[Records from a dataset]
━━━━━━━━

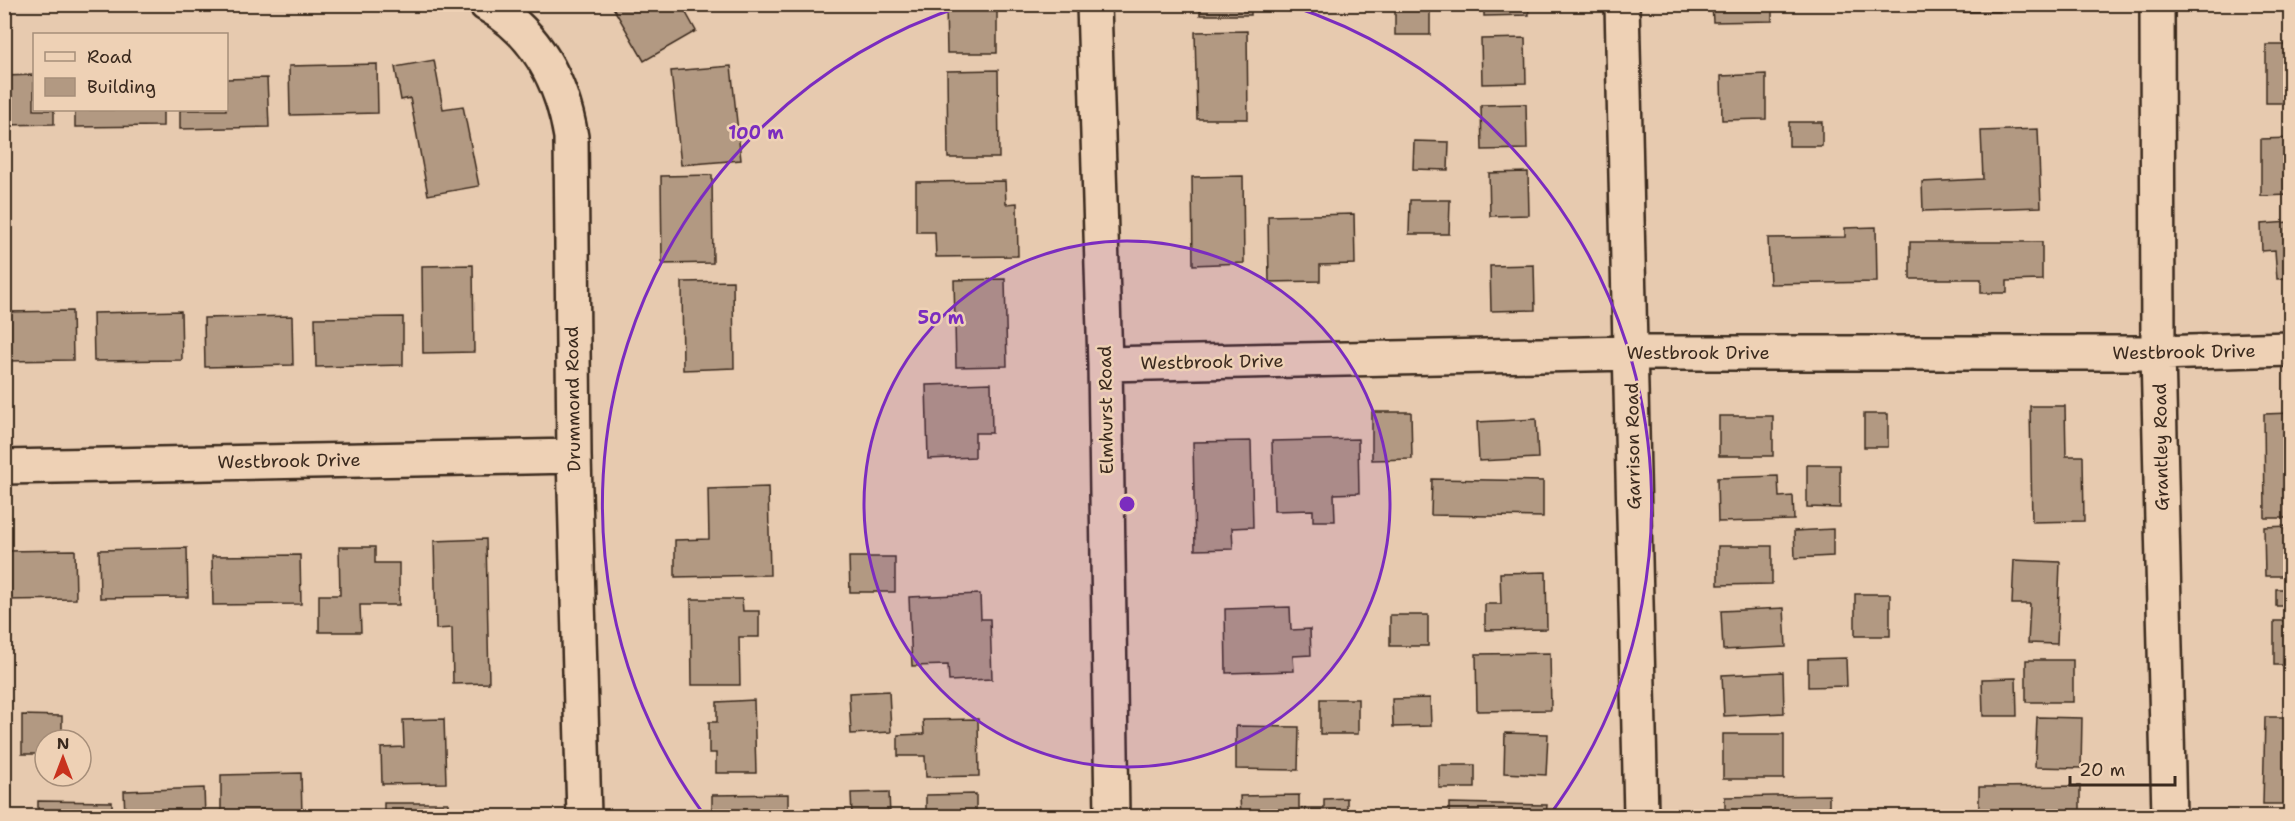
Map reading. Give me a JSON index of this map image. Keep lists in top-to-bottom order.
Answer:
{
  "streets": {
    "street": [
      "Westbrook Drive",
      "Drummond Road",
      "Elmhurst Road",
      "Garrison Road",
      "Grantley Road"
    ]
  },
  "crossings": [
    ["Westbrook Drive", "Drummond Road"],
    ["Westbrook Drive", "Elmhurst Road"],
    ["Westbrook Drive", "Garrison Road"],
    ["Westbrook Drive", "Grantley Road"]
  ],
  "legend": ["Road", "Building"],
  "scale_bar": "20 m",
  "north": "top",
  "rings": ["100 m", "50 m"]
}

━━━━━━━━

- **What you need to do**: Would you copy out the data exactly, leaving every picture out?

- **Solution for this exercise**:
Map reading. Give me a JSON index of this map image. Keep lists in top-to-bottom order.
Answer:
{
  "streets": {
    "street": [
      "Westbrook Drive",
      "Drummond Road",
      "Elmhurst Road",
      "Garrison Road",
      "Grantley Road"
    ]
  },
  "crossings": [
    ["Westbrook Drive", "Drummond Road"],
    ["Westbrook Drive", "Elmhurst Road"],
    ["Westbrook Drive", "Garrison Road"],
    ["Westbrook Drive", "Grantley Road"]
  ],
  "legend": ["Road", "Building"],
  "scale_bar": "20 m",
  "north": "top",
  "rings": ["100 m", "50 m"]
}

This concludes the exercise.